Digital Rights Management (DRM) is the name that it is used to describe certain kind of technologies that prevent or restrict the use of a digital object. Even if you have never heard of Digital Rights Management, you may have already saw it in practice or, most probably, you have some digital objects with DRM.

DRM is also known as anti-copy technology and one of its basic functions is to prevent copy, but it can take other forms like to restrict the number of times you can see/play/listen to a digital object.

Any digital object can have DRM: DVD, CD, eBooks, AudioBooks, Computer Games, Software. These digital objects have DRM if:

– you can not copy it without the help of an external computer program;

– you can only access them (play them) a limited number of times;

– you can only install them in certain devices, chosen by the seller;

– etc.

When you read about themes like DRM and Copyright you should be aware about the names. Usually, companies that defend DRM, extension of copyright or more restrictive laws to enforce it, tend to name things in a more positive way. If you think about the name “Digital Rights Management”, you will find it absurd. DRM are technologies. Technology can not manage rights. Rights (digital or not) are only managed by the law.

DRM is not about rights at all. It is not about your (citizen) rights, because the main goal of DRM is to take away some of your rights, supposedly to protect authors’ rights. But it is not about authors’ rights either because authors’ works are already protected by copyright law. They don’t need DRM to be protected.

Furthermore, technically, DRM does not work. It is a matter of time until someone breaks a new form of DRM. If you are not convinced about this item, you can make an experiment: choose a number of digital objects (films, music albums, computer games) that were published with DRM. Then go to Google (You don’t need to go to The Pirate Bay) and search for those digital objects. See how many you can find. That number will tell you that DRM does not work. Please, do not download the files (which can be illegal in your country), just search for them.

Because DRM is breakable, soon rights’ owners asked Governments for a law to prohibit the break of DRM. Even for legal purposes! There is no exceptions.

1st Surprise: DRM law to enforce copyright law

According to proponents of DRM, these technological solutions were developed to prevent illegal copying. Because DRM are easily breakable, soon their proponents asked for a law to prohibit the break of DRM.
But this does not make any sense. Why would a person, who does not comply with the copyright law, respect a DRM law? So, what are the reasons for copyright holders to ask for a DRM law? We will return to this later on.

2nd Surprise: Companies that use DRM say DRM is bad

It is not uncommon to see companies that use DRM saying that DRM is bad or that DRM was a mistake. In spite of this, companies still use these anti-copy technologies.

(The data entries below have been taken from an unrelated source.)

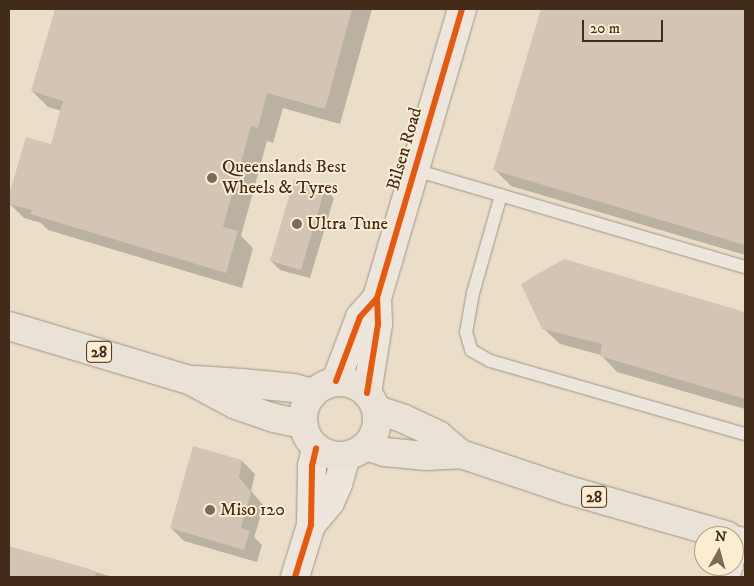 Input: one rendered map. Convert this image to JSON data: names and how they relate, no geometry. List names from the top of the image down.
{
  "streets": {
    "main road": ["28"],
    "street": ["Bilsen Road"]
  },
  "crossings": [
    ["Bilsen Road", "28"]
  ],
  "places": ["Queenslands Best Wheels & Tyres", "Ultra Tune", "Miso 120"],
  "scale_bar": "20 m",
  "north": "top"
}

In 2007, Steve Jobs from Apple said DRM was bad, but Apple was being forced by rights owners to use it in iTunes Store. In 2009, a publisher and a writer (the rights owners) asked Apple to sell their audiobook without DRM at iTunes Store. Apple refused.

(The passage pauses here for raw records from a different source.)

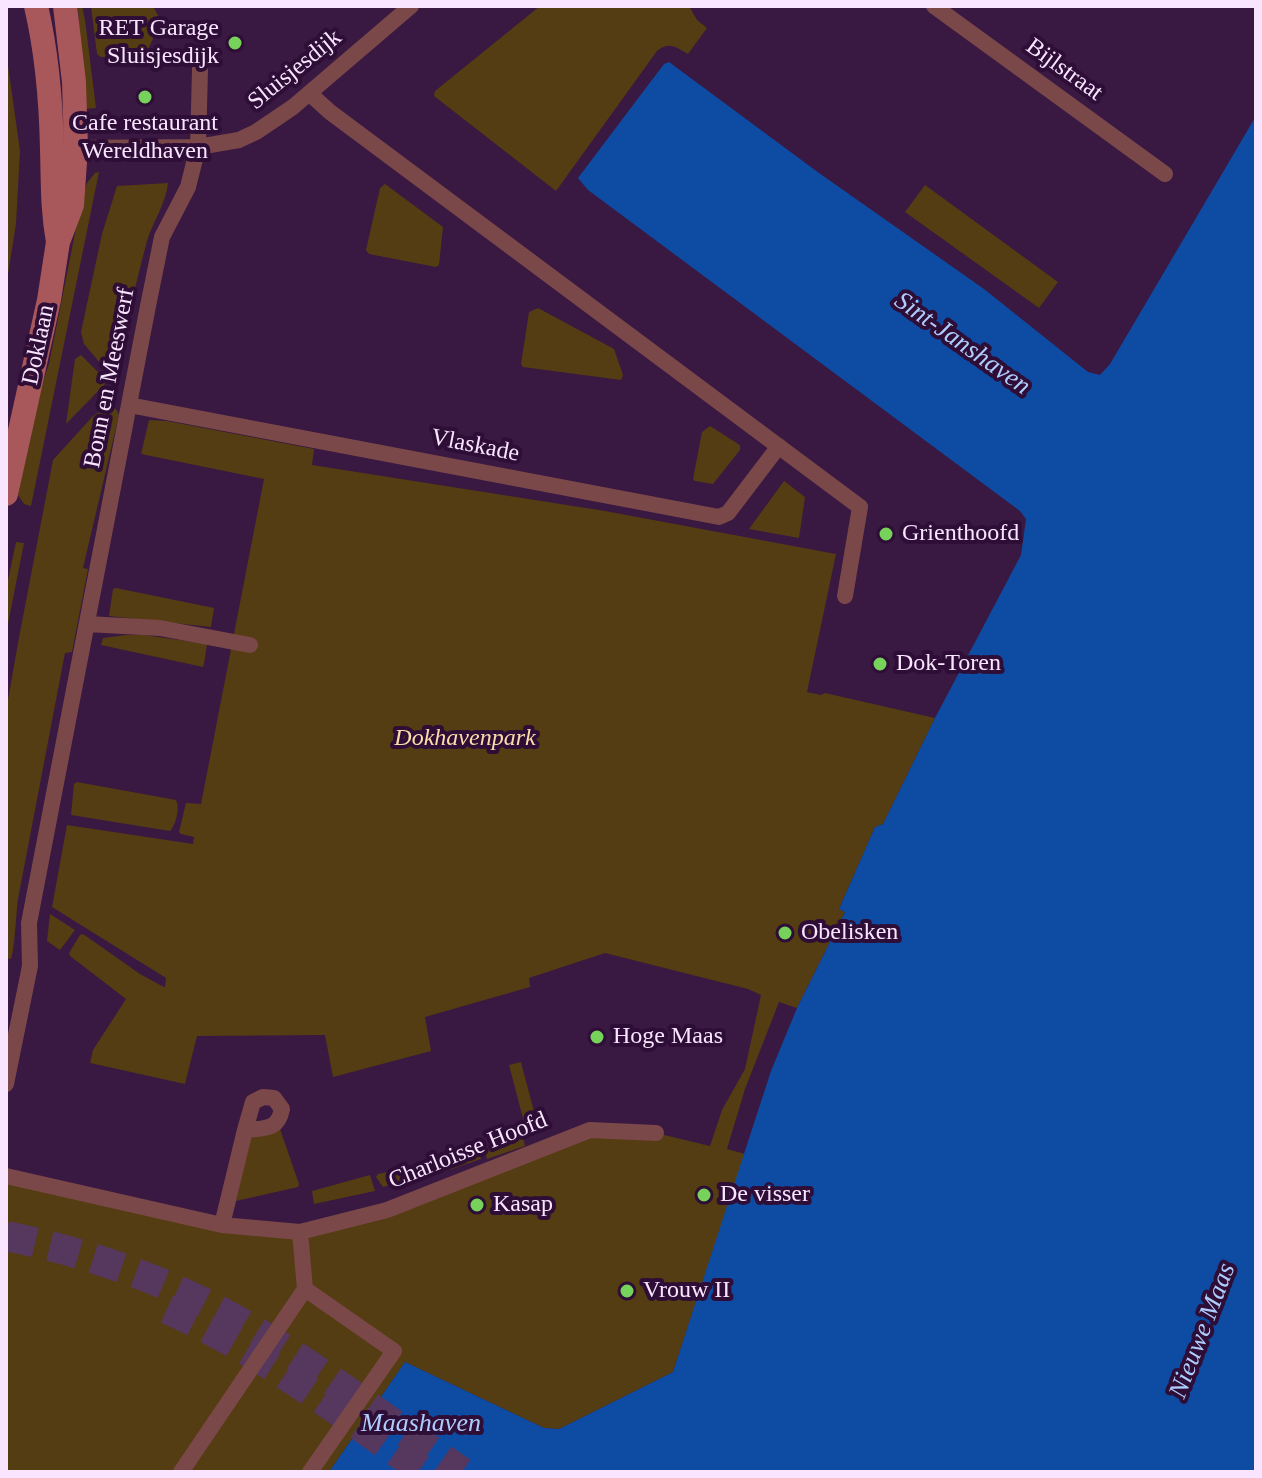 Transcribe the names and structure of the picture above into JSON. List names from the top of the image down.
{
  "streets": {
    "main road": ["Doklaan"],
    "street": [
      "Sluisjesdijk",
      "Bijlstraat",
      "Bonn en Meeswerf",
      "Vlaskade",
      "Charloisse Hoofd"
    ]
  },
  "crossings": [
    ["Sluisjesdijk", "Doklaan"],
    ["Sluisjesdijk", "Bonn en Meeswerf"],
    ["Bonn en Meeswerf", "Vlaskade"]
  ],
  "water": ["Sint-Janshaven", "Nieuwe Maas", "Maashaven"],
  "parks": ["Dokhavenpark"],
  "places": [
    "RET Garage Sluisjesdijk",
    "Cafe restaurant Wereldhaven",
    "Grienthoofd",
    "Dok-Toren",
    "Obelisken",
    "Hoge Maas",
    "De visser",
    "Kasap",
    "Vrouw II"
  ]
}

Except now there was a new problem: Apple refused to allow DRM-free audiobooks in the Apple Store—yes, the same Apple that claims to hate DRM. – In Cory Doctorow With a Little Help: Can You Hear Me Now?

So, if DRM is bad why are resellers still using it? Another question to postpone in this post.


Until now we were talking about problems of DRM to citizens today. These problems, in practice, are mostly educational and ethical. In fact, DRM law says to people that if they comply with the law, they will be punished: if I buy a CD, I can put the music in my computer or my mp3 player, but if the CD I bought has DRM, I can’t (in a legal way, technically it is possible to do it).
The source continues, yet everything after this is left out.